Una grande prestazione, dopo una gara-1 esplorativa era nelle previsioni di tutti. Addetti ai lavori, critici, tifosi. E LeBron James ha risposto presente: 42 punti, 12 assist, 10 rimbalzi, tripla doppia d'ordinanza dopo una brutta sconfitta. Che non è stata sufficiente ai suoi Cleveland Cavaliers per evitare un altro rovescio al TD Garden di Boston contro i Celtics di Brad Stevens, ora avanti 2-0 nella Finale della Eastern Conference. Questi i punti chiave di una gara-2 allo stesso tempo prevedibile e sorprendente: 

"Zero concern". Era il livello di preoccupazione di LeBron dopo gara-1, sostanzialmente non giocata dai Cavs, andati in perlustrazione a Boston per vedere che aria tirasse. Una volto scoperto che questi Celtics non avevano intenzione di fermarsi, James ha fatto buon viso a cattivo gioco con i media, con tanto di documentato report delle giocate iniziali del quarto quarto, per poi prepararsi alla sua maniera per la partita successiva. Le immagini di LBJ sul parquet incrociato del Garden con diverse ore di anticipo rispetto alla palla a due hanno fatto il giro del web, ed è stato chiaro a tutti che LeBron avesse compreso perfettamente l'importanza della posta in palio.

Aggressività e primo tempo sontuoso. James non si è lasciato demoralizzare da un paio di giocate difficili in apertura, si è messo in modalità gara-2 contro gli Indiana Pacers, iniziando a segnare da tre punti e con un ormai affidabilissimo tiro in fade away. Marcus Morris, Jaylen Brown, Jayson Tatum: in uno contro uno in pochissimi possono farci qualcosa. I Celtics hanno subito la tempesta, hanno resistito rimanendo a contatto alla loro maniera ("Celtics basketball", ha detto Al Horford) e anche approfittato di un problema al collo occorso al Prescelto, dopo un contatto con il giovane Tatum.

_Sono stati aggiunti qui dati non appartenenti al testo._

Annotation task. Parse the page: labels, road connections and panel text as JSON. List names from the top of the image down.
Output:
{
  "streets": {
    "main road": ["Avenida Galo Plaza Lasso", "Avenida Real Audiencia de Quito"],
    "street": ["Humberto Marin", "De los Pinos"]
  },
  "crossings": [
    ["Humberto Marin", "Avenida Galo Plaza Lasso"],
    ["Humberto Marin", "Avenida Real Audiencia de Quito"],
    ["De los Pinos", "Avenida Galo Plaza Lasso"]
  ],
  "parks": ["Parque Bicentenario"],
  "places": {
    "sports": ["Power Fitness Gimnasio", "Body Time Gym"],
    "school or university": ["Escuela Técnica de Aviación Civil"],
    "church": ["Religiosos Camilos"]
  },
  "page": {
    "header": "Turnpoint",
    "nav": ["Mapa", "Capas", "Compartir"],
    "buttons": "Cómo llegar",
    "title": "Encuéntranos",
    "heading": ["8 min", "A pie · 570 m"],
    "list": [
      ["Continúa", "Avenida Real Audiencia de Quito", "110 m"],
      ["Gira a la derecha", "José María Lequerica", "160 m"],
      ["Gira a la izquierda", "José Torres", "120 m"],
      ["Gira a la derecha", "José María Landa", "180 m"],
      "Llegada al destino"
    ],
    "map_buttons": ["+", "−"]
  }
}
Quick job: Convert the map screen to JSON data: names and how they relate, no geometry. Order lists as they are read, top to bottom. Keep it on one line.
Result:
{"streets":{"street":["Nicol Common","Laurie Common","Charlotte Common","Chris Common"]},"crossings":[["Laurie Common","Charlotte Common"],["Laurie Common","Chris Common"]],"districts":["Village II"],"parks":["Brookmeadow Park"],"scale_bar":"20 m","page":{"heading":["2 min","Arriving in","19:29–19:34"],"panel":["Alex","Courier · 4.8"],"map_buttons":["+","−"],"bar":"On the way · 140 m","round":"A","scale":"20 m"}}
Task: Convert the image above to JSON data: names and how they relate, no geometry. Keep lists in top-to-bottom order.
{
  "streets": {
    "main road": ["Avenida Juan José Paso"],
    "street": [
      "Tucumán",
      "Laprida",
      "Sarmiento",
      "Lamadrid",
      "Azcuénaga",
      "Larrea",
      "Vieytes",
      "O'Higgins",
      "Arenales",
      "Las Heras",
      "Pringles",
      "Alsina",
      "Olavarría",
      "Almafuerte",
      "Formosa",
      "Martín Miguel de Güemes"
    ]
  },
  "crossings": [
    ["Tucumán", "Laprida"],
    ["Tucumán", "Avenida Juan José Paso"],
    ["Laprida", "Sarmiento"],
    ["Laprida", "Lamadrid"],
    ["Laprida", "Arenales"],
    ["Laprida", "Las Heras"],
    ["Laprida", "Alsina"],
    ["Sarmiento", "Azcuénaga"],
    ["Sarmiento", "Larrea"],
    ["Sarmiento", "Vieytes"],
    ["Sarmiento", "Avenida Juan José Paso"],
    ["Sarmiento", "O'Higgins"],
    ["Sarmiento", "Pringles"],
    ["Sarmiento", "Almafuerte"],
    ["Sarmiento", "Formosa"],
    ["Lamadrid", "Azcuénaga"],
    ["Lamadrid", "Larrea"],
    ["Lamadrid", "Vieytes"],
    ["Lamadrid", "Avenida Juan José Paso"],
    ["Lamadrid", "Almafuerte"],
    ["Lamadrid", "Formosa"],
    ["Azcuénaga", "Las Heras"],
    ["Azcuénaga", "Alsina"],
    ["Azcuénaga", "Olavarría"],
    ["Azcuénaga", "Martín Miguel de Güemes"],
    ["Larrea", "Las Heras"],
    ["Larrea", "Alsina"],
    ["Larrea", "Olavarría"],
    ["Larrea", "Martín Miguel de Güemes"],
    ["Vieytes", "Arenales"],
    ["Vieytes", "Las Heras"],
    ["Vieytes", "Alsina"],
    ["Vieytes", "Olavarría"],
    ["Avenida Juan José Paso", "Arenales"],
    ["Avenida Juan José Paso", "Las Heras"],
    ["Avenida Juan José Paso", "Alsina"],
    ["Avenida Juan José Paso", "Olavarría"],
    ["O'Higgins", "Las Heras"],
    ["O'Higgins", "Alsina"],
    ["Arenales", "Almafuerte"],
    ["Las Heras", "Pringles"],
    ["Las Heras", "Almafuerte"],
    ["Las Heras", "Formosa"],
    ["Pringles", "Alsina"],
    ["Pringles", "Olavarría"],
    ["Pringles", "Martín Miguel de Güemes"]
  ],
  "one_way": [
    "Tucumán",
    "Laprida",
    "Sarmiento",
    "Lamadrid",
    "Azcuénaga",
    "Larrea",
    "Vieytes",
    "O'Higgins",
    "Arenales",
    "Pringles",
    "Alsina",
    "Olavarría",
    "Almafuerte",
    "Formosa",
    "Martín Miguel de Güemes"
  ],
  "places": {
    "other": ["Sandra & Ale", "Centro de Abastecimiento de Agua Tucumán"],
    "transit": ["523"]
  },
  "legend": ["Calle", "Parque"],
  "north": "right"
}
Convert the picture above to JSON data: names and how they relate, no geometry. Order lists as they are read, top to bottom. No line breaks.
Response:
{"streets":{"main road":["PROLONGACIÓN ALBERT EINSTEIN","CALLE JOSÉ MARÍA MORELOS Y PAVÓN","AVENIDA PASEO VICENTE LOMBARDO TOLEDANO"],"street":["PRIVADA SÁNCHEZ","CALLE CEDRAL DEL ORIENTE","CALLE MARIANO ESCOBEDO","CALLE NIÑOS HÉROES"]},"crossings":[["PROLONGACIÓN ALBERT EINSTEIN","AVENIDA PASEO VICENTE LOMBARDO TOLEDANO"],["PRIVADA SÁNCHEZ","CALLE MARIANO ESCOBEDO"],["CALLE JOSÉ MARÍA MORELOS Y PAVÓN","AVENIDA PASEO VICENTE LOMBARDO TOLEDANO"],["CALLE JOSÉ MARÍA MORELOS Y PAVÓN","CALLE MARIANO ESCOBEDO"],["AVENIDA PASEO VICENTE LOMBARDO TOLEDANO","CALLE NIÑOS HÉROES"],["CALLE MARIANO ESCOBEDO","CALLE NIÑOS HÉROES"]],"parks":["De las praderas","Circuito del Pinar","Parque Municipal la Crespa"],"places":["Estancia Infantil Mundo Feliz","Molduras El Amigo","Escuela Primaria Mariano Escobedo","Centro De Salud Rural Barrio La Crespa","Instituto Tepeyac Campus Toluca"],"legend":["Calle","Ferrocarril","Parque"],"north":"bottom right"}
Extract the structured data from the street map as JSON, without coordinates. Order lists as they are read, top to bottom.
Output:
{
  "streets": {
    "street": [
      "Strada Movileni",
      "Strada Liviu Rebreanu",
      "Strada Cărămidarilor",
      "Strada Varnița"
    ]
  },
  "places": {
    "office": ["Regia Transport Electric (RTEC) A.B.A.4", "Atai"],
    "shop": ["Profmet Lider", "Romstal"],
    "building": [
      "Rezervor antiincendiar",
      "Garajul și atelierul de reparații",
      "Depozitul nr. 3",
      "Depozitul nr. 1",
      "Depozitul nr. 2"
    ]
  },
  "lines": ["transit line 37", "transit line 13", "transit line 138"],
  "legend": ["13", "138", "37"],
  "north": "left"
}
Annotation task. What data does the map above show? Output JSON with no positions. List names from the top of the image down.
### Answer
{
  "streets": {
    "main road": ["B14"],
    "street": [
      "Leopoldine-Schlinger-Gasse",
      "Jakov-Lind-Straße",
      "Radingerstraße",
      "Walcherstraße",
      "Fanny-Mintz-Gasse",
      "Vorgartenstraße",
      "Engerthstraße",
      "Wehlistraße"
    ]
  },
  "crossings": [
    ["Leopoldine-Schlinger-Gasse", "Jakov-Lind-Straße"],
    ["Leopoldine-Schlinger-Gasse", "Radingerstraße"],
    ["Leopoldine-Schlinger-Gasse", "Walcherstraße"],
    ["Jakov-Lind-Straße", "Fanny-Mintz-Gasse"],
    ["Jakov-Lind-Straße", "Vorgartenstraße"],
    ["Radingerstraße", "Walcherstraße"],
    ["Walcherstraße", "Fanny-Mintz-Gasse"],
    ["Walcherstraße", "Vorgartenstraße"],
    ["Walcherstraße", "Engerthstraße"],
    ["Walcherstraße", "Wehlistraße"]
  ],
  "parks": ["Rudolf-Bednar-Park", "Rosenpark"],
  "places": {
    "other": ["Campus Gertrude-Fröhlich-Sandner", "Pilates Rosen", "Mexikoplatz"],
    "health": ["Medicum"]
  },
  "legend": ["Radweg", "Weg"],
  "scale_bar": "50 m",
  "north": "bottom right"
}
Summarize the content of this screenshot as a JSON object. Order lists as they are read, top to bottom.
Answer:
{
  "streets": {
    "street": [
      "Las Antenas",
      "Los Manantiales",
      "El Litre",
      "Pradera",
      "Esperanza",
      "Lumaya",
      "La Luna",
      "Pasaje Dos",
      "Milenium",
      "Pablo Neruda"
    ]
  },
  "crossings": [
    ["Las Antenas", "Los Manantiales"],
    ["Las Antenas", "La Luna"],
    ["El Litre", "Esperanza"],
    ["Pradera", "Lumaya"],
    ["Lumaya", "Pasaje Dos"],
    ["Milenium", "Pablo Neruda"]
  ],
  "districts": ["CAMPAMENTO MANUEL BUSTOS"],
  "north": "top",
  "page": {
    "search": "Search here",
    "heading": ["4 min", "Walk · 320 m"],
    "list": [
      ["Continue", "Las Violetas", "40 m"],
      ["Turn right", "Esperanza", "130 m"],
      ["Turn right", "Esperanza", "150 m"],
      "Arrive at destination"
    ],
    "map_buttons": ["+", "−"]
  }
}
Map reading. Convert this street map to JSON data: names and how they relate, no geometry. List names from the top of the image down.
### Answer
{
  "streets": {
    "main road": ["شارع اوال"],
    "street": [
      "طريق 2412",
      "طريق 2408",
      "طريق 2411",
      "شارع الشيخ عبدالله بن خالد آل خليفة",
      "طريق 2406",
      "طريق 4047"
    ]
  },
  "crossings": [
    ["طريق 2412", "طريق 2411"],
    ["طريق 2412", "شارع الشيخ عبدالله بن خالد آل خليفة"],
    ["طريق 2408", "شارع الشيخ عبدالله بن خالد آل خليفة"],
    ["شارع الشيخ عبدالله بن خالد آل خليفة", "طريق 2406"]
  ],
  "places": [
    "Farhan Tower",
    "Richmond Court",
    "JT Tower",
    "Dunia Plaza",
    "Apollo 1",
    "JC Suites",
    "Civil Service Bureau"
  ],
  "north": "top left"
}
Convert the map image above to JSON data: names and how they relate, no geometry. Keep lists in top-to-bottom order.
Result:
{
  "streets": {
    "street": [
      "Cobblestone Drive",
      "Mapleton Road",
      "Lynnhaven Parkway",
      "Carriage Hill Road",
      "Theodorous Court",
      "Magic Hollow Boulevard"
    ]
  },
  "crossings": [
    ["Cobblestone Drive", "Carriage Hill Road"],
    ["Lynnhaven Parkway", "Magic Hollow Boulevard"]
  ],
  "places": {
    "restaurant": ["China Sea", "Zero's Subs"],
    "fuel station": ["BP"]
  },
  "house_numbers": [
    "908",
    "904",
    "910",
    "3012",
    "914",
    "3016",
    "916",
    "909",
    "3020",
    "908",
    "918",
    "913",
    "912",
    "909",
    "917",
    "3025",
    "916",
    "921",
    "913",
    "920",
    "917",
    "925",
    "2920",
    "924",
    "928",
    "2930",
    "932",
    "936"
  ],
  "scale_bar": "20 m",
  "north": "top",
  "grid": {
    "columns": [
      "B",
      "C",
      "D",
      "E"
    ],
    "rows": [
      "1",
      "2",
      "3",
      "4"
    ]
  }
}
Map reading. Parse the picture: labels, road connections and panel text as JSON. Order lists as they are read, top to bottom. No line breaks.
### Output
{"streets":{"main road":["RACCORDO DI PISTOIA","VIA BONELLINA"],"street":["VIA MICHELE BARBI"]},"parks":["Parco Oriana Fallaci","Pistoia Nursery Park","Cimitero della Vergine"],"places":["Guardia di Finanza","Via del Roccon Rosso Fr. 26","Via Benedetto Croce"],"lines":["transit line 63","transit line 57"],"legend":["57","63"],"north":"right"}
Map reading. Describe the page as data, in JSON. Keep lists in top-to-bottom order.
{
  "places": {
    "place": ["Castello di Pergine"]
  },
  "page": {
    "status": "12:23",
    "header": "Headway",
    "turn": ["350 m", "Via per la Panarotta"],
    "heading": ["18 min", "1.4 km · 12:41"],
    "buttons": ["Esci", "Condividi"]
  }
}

Il secondo tempo: la solitudine. Forse condizionato dalla botta ricevuta, LeBron è andato in calando nel corso della ripresa, non solo per percentuali dal campo, ma soprattutto per intensità. Non fanno tanto testo le palle perse, indotte da una gran difesa e fisiologiche per un giocatore che ha sempre la sfera tra le mani, quanto piuttosto la difficoltà a superare le due linee difensive di Boston. I biancoverdi - come ormai tutte le squadre NBA d'élite - difendono molto lontano da canestro, in territori un tempo inesplorati. Possibilità concessa loro dai grandi atleti di oggi, e che costringe anche un fenomeno come LeBron a dover far tanta strada prima di arrivare al ferro. A Stevens non può dispiacere un James che tira tanto in sospensione: sono tiri contestati, difficili, di un fuoriclasse, ma rimangono pur sempre due punti, una volta eliminate le triple. 

Il resto di Cleveland, assente. Con LeBron alle prese con gli aggiustamenti dei Celtics, i Cavs avrebbero dovuto avere di più da tutti gli altri giocatori del roster. Kyle Korver è sparito dopo un buon primo tempo, Kevin Love si è acceso a intermittenza, J.R. Smith si è fatto notare solo per un fallaccio su Al Horford (flagrant two). Il solo Tristan Thompson non ha mai abbandonato davvero la contesa. Troppo poco per supportare The King, anche perchè Jordan Clarkson, Rodney Hood e Jeff Green non hanno dimostrato di poter incidere a questi livelli. 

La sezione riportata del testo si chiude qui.